PROVIDED DATA START

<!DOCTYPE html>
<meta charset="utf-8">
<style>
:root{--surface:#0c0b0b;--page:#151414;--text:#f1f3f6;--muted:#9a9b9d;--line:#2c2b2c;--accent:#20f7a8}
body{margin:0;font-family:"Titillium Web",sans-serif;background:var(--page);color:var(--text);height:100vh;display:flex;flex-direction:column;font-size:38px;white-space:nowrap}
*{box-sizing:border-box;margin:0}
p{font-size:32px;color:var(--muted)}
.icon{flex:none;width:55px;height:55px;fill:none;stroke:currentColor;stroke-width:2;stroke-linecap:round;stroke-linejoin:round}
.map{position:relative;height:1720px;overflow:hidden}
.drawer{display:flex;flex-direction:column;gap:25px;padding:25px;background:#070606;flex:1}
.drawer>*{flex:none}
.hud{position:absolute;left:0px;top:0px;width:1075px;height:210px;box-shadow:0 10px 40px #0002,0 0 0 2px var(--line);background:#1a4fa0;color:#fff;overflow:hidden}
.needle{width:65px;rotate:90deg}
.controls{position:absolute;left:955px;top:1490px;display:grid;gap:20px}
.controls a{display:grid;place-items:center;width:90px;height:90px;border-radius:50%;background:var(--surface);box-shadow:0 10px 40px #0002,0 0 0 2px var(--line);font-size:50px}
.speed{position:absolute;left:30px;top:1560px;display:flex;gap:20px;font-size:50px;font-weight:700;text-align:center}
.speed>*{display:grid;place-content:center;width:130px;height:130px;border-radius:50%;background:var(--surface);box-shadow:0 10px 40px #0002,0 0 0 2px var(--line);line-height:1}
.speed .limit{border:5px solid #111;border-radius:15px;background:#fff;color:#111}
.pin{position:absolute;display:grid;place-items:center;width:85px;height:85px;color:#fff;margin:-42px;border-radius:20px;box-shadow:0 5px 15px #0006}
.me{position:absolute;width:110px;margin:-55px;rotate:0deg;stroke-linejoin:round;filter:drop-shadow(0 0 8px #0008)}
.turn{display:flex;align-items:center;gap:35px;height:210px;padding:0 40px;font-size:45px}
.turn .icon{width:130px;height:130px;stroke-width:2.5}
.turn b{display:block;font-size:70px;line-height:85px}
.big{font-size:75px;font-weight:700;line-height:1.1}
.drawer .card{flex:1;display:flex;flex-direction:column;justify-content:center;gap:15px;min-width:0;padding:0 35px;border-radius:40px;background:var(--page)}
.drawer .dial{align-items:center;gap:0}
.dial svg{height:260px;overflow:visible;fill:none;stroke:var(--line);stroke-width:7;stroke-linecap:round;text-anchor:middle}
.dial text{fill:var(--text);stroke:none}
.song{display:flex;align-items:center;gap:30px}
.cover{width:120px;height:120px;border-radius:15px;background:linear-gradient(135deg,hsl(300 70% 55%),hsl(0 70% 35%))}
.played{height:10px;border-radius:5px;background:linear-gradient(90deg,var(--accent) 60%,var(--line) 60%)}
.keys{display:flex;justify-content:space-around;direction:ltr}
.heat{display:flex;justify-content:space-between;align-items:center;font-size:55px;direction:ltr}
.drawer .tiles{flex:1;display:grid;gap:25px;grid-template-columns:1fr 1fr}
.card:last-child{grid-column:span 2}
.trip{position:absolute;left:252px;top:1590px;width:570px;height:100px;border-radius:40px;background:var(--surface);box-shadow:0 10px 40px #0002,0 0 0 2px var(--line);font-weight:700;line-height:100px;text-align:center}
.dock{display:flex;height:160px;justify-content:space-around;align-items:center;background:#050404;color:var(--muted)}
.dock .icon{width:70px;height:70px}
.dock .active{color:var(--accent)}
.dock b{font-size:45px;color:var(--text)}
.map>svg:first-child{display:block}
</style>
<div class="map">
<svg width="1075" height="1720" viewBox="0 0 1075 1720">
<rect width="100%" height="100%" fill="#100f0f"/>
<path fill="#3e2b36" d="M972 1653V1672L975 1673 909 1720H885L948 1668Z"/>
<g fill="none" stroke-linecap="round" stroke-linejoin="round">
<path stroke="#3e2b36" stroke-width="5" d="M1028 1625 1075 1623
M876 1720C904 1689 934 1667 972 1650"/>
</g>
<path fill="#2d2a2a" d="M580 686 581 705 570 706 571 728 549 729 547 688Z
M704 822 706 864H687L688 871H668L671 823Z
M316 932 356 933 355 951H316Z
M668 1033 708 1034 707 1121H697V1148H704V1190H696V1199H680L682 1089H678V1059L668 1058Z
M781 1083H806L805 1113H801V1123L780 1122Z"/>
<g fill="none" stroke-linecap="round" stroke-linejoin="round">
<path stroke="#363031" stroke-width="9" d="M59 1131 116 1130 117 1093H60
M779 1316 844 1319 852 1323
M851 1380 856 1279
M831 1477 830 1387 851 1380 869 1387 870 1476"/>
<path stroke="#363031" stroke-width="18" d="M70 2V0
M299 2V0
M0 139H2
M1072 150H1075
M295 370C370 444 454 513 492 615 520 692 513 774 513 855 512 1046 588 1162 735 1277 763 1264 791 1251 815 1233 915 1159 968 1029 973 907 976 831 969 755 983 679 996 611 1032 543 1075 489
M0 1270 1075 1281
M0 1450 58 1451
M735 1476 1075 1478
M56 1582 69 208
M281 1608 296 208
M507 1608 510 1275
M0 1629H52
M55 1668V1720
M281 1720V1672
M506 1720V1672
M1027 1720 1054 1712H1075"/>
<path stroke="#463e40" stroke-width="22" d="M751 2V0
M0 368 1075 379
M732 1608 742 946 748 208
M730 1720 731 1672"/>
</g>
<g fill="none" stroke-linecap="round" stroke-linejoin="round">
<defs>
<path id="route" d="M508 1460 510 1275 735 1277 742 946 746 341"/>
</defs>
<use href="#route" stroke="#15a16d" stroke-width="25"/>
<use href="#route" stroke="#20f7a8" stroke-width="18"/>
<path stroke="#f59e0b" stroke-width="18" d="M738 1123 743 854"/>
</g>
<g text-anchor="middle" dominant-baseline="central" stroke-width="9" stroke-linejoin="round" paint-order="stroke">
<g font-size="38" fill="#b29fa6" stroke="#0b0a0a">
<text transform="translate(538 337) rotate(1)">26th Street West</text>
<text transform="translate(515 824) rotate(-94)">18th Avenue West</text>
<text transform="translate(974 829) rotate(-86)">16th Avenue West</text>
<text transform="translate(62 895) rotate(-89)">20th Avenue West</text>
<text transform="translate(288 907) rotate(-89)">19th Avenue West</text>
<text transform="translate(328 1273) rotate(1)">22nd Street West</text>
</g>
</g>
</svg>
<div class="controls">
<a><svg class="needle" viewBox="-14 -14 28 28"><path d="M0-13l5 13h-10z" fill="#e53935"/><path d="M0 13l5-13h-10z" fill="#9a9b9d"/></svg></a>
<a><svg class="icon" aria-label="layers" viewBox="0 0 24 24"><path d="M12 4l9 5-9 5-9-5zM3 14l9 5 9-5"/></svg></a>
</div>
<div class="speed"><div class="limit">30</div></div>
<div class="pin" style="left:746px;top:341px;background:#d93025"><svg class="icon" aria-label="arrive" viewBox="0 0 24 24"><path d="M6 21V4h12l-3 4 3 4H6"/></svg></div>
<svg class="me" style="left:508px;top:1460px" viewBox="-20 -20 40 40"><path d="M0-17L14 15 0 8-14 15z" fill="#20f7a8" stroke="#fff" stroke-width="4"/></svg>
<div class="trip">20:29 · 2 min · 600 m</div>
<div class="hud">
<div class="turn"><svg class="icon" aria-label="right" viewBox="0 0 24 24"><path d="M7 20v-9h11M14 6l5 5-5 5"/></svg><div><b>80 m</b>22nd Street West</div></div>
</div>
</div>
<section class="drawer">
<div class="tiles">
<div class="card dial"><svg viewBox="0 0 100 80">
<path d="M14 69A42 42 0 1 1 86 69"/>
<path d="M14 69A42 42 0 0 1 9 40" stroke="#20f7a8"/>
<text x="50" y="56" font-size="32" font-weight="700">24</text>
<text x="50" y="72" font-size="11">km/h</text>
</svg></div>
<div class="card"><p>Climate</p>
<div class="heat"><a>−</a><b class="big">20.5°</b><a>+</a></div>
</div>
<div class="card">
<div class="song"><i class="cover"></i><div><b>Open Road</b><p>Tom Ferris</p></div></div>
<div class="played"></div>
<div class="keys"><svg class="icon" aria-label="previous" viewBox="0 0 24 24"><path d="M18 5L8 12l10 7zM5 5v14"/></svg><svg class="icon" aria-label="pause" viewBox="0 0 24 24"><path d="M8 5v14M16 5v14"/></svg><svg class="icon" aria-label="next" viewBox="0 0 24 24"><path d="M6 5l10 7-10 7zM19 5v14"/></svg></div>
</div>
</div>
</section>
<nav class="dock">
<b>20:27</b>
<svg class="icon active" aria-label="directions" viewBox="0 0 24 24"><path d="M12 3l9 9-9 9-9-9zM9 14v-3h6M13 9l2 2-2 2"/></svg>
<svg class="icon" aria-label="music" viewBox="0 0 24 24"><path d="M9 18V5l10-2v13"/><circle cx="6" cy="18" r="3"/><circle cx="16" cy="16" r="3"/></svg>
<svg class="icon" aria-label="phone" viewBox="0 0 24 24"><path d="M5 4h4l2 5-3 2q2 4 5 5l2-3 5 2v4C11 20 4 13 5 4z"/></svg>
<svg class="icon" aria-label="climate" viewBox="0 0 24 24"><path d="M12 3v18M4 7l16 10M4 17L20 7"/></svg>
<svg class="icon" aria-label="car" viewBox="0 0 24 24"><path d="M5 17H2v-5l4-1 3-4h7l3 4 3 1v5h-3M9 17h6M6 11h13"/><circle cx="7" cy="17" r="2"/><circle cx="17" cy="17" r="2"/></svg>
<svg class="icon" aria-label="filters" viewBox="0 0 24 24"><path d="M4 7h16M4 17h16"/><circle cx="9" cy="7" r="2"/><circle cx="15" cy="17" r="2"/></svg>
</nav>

PROVIDED DATA END

• WHAT IS NEEDED:
In the material above, find each line that has the string "margin" and return it.

• SOLUTION FOR THIS EXERCISE:
body{margin:0;font-family:"Titillium Web",sans-serif;background:var(--page);color:var(--text);height:100vh;display:flex;flex-direction:column;font-size:38px;white-space:nowrap}
*{box-sizing:border-box;margin:0}
.pin{position:absolute;display:grid;place-items:center;width:85px;height:85px;color:#fff;margin:-42px;border-radius:20px;box-shadow:0 5px 15px #0006}
.me{position:absolute;width:110px;margin:-55px;rotate:0deg;stroke-linejoin:round;filter:drop-shadow(0 0 8px #0008)}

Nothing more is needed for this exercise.